Analysts, on average, are forecasting a 36% decline in profit per share when compared with the same period a year ago. While growth in revenue continues to be strong, about 35% year-over-year, the major challenge for Disney is to quickly demonstrate that its streaming-video product is a major success which will rapidly generate more cash flow for the company.
Disney is investing heavily to win back subscribers who decamped to streaming providers such as Netflix Inc (NASDAQ:NFLX). The entertainment giant had earlier warned that 2019 would mark a tough fiscal year as it goes through an internal transition after acquiring most of 21st Century Fox, and as it develops programs for its flagship Disney+ service, scheduled to be launched on Nov. 12.
The company has priced a new bundle of streaming services at a surprisingly low rate of $12.99 a month, for a package that includes family programming, live sports and a vast library of television shows. It said the combined pricing for Disney+, ESPN+ and Hulu will represent a discount of nearly 30% vs their individual prices.

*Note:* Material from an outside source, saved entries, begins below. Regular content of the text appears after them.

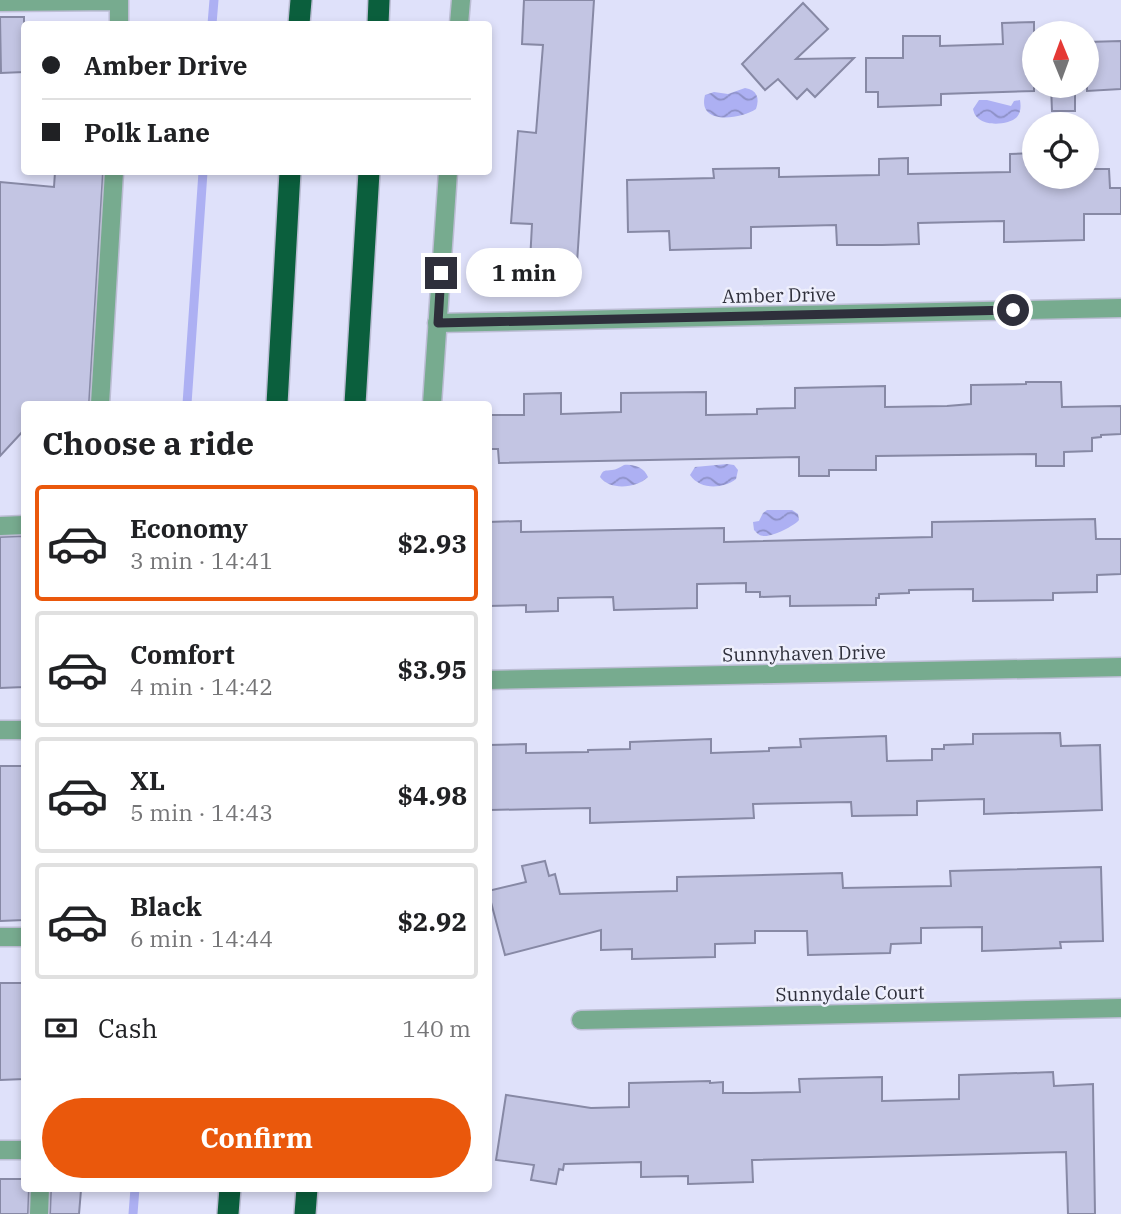 <!DOCTYPE html>
<meta charset="utf-8">
<style>
body{margin:0;font-family:"IBM Plex Serif",serif;background:#f2f2f2;color:#202124;height:100vh;display:flex;flex-direction:column;font-size:26px;white-space:nowrap}
*{box-sizing:border-box;margin:0}
p{font-size:23px;color:#757577}
.icon{flex:none;width:38px;height:38px;fill:none;stroke:currentColor;stroke-width:2;stroke-linecap:round;stroke-linejoin:round}
.map{position:relative;flex:1;overflow:hidden}
.side{position:absolute;left:21px;top:401px;width:471px;height:791px;display:flex;flex-direction:column;background:#fff;border-radius:7px;box-shadow:0 4px 10px #0003}
.side>*{flex:none}
.guide{position:absolute;left:21px;top:21px;width:471px;height:154px;border-radius:7px;box-shadow:0 4px 10px #0003;display:grid;align-content:center;height:154px;padding:0 21px;background:#fff}
.needle{width:46px;rotate:359deg}
.controls{position:absolute;left:1022px;top:21px;display:grid;gap:14px}
.controls a{display:grid;place-items:center;width:77px;height:77px;border-radius:50%;background:#fff;box-shadow:0 4px 10px #0003;font-size:35px}
.end{position:absolute;width:32px;height:32px;margin:-16px;border:9px solid #2e2f3b;background:#fff;box-shadow:0 0 0 4px #fff}
.from{border-radius:50%}
.bubble{position:absolute;height:49px;border-radius:24px;background:#fff;box-shadow:0 4px 10px #0003;font-size:23px;font-weight:700;line-height:49px;text-align:center}
.guide b{display:flex;align-items:center;gap:24px;height:66px;font-size:26px}
.guide b+b{border-top:2px solid #e0e0e0}
.guide i{width:18px;height:18px;background:#202124}
ul{padding:0;list-style:none}
li{display:flex;align-items:center;gap:21px;height:116px;margin:0 14px 10px;padding:0 7px;border:4px solid #e0e0e0;border-radius:7px}
li div{flex:1}
li b{display:block;font-size:26px}
li em{font-style:normal;font-weight:700}
li.active{border-color:#ea580c}
li>.icon{width:63px;height:63px;stroke-width:1.5}
h2{padding:0 21px;font-size:32px;line-height:84px}
.pay{display:flex;align-items:center;gap:18px;height:77px;padding:0 21px;font-size:26px}
.pay p{margin-inline-start:auto}
.primary-button{display:flex;gap:14px;margin-top:auto;padding:14px 21px}
.primary-button a{flex:1;height:80px;border-radius:42px;background:#ea580c;color:#fff;font-size:28px;font-weight:700;line-height:80px;text-align:center}
.map>svg:first-child{display:block}
</style>
<div class="map">
<svg width="1121" height="1214" viewBox="0 0 1121 1214">
<defs>
<pattern id="water-waves" width="16" height="10" patternUnits="userSpaceOnUse" patternTransform="scale(1.75)"><rect width="16" height="10" fill="#adb0f3"/><path d="M0 5q4-4 8 0t8 0" fill="none" stroke="#8d90c6"/></pattern>
</defs>
<rect width="100%" height="100%" fill="#dfe1fa"/>
<g fill="url(#water-waves)">
<path d="M745,88C757,90 760,98 756,109C741,119 697,126 705,95L714,92L728,94Z"/>
<path d="M979,100H987L1011,106L1014,101L1020,100C1021,106 1021,112 1017,117C1009,125 987,126 979,119C975,116 974,113 973,109Z"/>
<path d="M727,464L734,465L738,470L736,479C723,489 700,490 690,475L695,467Z"/>
<path d="M624,465C633,464 644,467 648,477C637,488 610,491 600,477C603,469 605,471 612,470C616,470 620,467 624,465Z"/>
<path d="M767,510H792L798,514L799,520C794,526 774,536 765,536C759,536 758,534 754,530L753,522L759,521L763,513Z"/>
</g>
<g fill="none" stroke-linecap="round" stroke-linejoin="round">
<g stroke="#adb0f3" stroke-width="9">
<path d="M212,24L214,0"/>
<path d="M187,404L203,172"/>
<path d="M133,1214L135,1188"/>
</g>
</g>
<g fill="#c3c5e3" stroke="#8789a5" stroke-width="2">
<path d="M524,0H594L577,263L563,262V264L530,262L532,224L511,223L518,131L536,133L543,45L522,44Z"/>
<path d="M803,3L828,29L796,59L854,58L815,97L807,89L797,99L778,79L765,90L742,64Z"/>
<path d="M0,17H24V72L1,73Z"/>
<path d="M1034,22V91L941,94V105L878,107V92H866V58H903V36H940V46L1003,44L1002,23Z"/>
<path d="M1121,41V89L1087,91V42Z"/>
<path d="M1051,86H1075V111H1052Z"/>
<path d="M1034,153V177H1087V169H1109L1110,188H1121V214H1084V240L1004,242V221L918,223L919,244L882,245H837L836,225L751,227V248L670,250L669,231L628,232L627,180L714,178L713,169L779,168V177L879,175V159L908,158V174L1010,172V154Z"/>
<path d="M55,172H103L89,404H24V430L0,456V182L54,187Z"/>
<path d="M1026,382H1061L1062,407L1121,406V434L1101,435V437L1092,438V451L1064,452V466H1036V454L876,456V470H829V476H799V457L499,463L498,449H488V415H524V394L561,393V414L621,412V393L706,392V415L757,414V409L795,408V388L885,386V407L947,406L971,404V385L1026,384Z"/>
<path d="M1095,519L1096,539H1121V574L1097,575V592L1053,593V600L973,601V589L909,590V593L879,594V598H876V605L790,606V596L760,597V592H746V583L697,584V608L614,610L613,597L558,598V611L526,612V605L488,606V522L521,521V532L724,528V542L932,537V522Z"/>
<path d="M24,536V687L0,688V537Z"/>
<path d="M1060,733L1061,746L1100,745L1102,810L984,814V799L917,801V815L852,816L851,802L753,804L754,818L590,823V808L490,810L489,745L526,744V753L588,752V750L630,749V742L711,739V753L769,751V748L801,747L800,739L886,736L887,761L932,760V749H944V745L973,744V734Z"/>
<path d="M0,766H24V920L0,921Z"/>
<path d="M545,861L549,876L555,874L560,894L677,891V877L842,873L843,888L951,886L950,871L1101,867L1103,941L1060,942L1061,948L982,951V927L921,928V943L891,944L890,953L808,955L807,931H755V943L715,944V957L632,959V949L601,950V930L505,955L488,891L526,882L522,866Z"/>
<path d="M0,983H24V1079L0,1080Z"/>
<path d="M1053,1072L1054,1086L1093,1084L1095,1214H1068L1066,1152L752,1160L753,1182L688,1184V1176L641,1177V1162L564,1164L563,1170L559,1169L556,1184L531,1180L534,1165L496,1160L506,1095L591,1108L629,1107V1083L710,1081V1083L723,1082V1093H750L800,1092L799,1079L882,1077V1101L959,1099V1075Z"/>
<path d="M0,1179H24V1188H29L28,1214H0Z"/>
<path d="M51,1188L81,1190L79,1214H50Z"/>
</g>
<g fill="none" stroke-linecap="round" stroke-linejoin="round">
<defs>
<g id="minor">
<path d="M0,2L119,1V24"/>
<path d="M459,24L461,0"/>
<path d="M437,323L1121,308"/>
<path d="M100,404L114,172"/>
<path d="M432,404L448,172"/>
<path d="M0,526L24,525"/>
<path d="M488,680L1121,667"/>
<path d="M0,730H24"/>
<path d="M0,937H24"/>
<path d="M581,1020L1121,1008"/>
<path d="M0,1150H24"/>
<path d="M39,1214L40,1188"/>
</g>
<g id="highway">
<path d="M299,24L301,0"/>
<path d="M378,24L379,0"/>
<path d="M277,404L290,172"/>
<path d="M355,404L369,172"/>
<path d="M228,1214L230,1188"/>
<path d="M305,1214L307,1188"/>
</g>
</defs>
<use href="#minor" stroke="#bcbdd4" stroke-width="21"/>
<use href="#highway" stroke="#bcbdd4" stroke-width="24"/>
<use href="#minor" stroke="#77ab8f" stroke-width="18"/>
<use href="#highway" stroke="#0b5f3d" stroke-width="21"/>
</g>
<g fill="none" stroke-linecap="round" stroke-linejoin="round">
<path stroke="#2e2f3b" stroke-width="9" d="M441,273L438,323L1013,310"/>
</g>
<g text-anchor="middle" stroke-width="5" stroke-linejoin="round" paint-order="stroke">
<g font-size="19" fill="#2e2f3b" stroke="#eeeffc">
<text transform="translate(779 295) rotate(-1)" y="7">Amber Drive</text>
<text transform="translate(804 653) rotate(-1)" y="7">Sunnyhaven Drive</text>
<text transform="translate(850 993) rotate(-1)" y="7">Sunnydale Court</text>
</g>
</g>
</svg>
<div class="controls">
<a><svg class="needle" viewBox="-14 -14 28 28"><path d="M0-13l5 13h-10z" fill="#e53935"/><path d="M0 13l5-13h-10z" fill="#757577"/></svg></a>
<a><svg class="icon" aria-label="locate" viewBox="0 0 24 24"><circle cx="12" cy="12" r="6"/><path d="M12 2v4M12 18v4M2 12h4M18 12h4"/></svg></a>
</div>
<i class="end from" style="left:1013px;top:310px"></i>
<i class="end" style="left:441px;top:273px"></i>
<div class="bubble" style="left:466px;top:248px;width:116px">1 min</div>
<div class="guide">
<b><i class="from"></i>Amber Drive</b>
<b><i></i>Polk Lane</b>
</div>
<section class="side">
<h2>Choose a ride</h2>
<ul>
<li class="active"><svg class="icon" aria-label="car" viewBox="0 0 24 24"><path d="M5 17H2v-5l4-1 3-4h7l3 4 3 1v5h-3M9 17h6M6 11h13"/><circle cx="7" cy="17" r="2"/><circle cx="17" cy="17" r="2"/></svg><div><b>Economy</b><p>3 min · 14:41</p></div><em>$2.93</em></li>
<li><svg class="icon" aria-label="car" viewBox="0 0 24 24"><path d="M5 17H2v-5l4-1 3-4h7l3 4 3 1v5h-3M9 17h6M6 11h13"/><circle cx="7" cy="17" r="2"/><circle cx="17" cy="17" r="2"/></svg><div><b>Comfort</b><p>4 min · 14:42</p></div><em>$3.95</em></li>
<li><svg class="icon" aria-label="car" viewBox="0 0 24 24"><path d="M5 17H2v-5l4-1 3-4h7l3 4 3 1v5h-3M9 17h6M6 11h13"/><circle cx="7" cy="17" r="2"/><circle cx="17" cy="17" r="2"/></svg><div><b>XL</b><p>5 min · 14:43</p></div><em>$4.98</em></li>
<li><svg class="icon" aria-label="car" viewBox="0 0 24 24"><path d="M5 17H2v-5l4-1 3-4h7l3 4 3 1v5h-3M9 17h6M6 11h13"/><circle cx="7" cy="17" r="2"/><circle cx="17" cy="17" r="2"/></svg><div><b>Black</b><p>6 min · 14:44</p></div><em>$2.92</em></li>
</ul>
<div class="pay"><svg class="icon" aria-label="cash" viewBox="0 0 24 24"><path d="M3 7h18v10H3z"/><circle cx="12" cy="12" r="2"/></svg>Cash<p>140 m</p></div>
<div class="primary-button"><a>Confirm</a></div>
</section>
</div>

But all this means higher costs and lower profitability in the quarters to come if Disney’s traditional businesses aren’t there to quickly fill that gap. In Q3, spending on movies and TV shows for new online services resulted in a $553 million loss in Disney’s direct-to-consumer division. That figure may balloon to $900 million in the fourth quarter, Christine McCarthy, Disney’s chief financial officer, told analysts in the last earnings call.
The service is likely to have between 60 million and 90 million subscribers by the end of fiscal 2024, the year in which the company expects to achieve profitability on this segment.
Disney Shares Come Under Pressure
The chances of success are good for Disney's streaming service. Verizon Communications Inc (NYSE:VZ), the second-largest telecom operator in the U.S., last month gave the Disney+ service a big boost by offering free access for a year to its customers.
The company’s basic package, at $6.99 a month, costs about half as much as Netflix and offers a library of movies and TV shows that appeals to every kid — everything from "The Avengers" and "Star Wars" to "The Simpsons" and "Toy Story."
At this crucial juncture in his growth plan for Disney, CEO Bob Iger has to make sure that the company’s other growth engines — its vastly popular theme parks and its massive movie empire — are there to pick up the slack.
That didn’t happen in the past quarter though, when profit at the company’s domestic resorts fell even after the opening of Star Wars: Galaxy’s Edge in the Disneyland resort in Anaheim, California, and the releases of “Avengers: Endgame,” the highest-grossing movie of all time, as well as “Aladdin” and “Toy Story 4.”
That’s the reason Disney shares have failed to impress investors in the past quarter. Since hitting a record high of $147.15 in late July, they are down almost 11% to close yesterday at $131.27.
Bottom Line
We're unlikely to see any positive surprises from Disney in a year that's going to push spending higher as the company takes Fox assets on board and spends on investing in the three direct-to-consumer products.
However, Disney is a powerful brand with a lot of growth momentum. It priced its streaming product competitively, which will make it hard for consumers to ignore its Disney+ services, offering rich content and a lot of variety. For these reasons, any pullback in Disney’s stock after the Q4 report should be taken as a buying opportunity.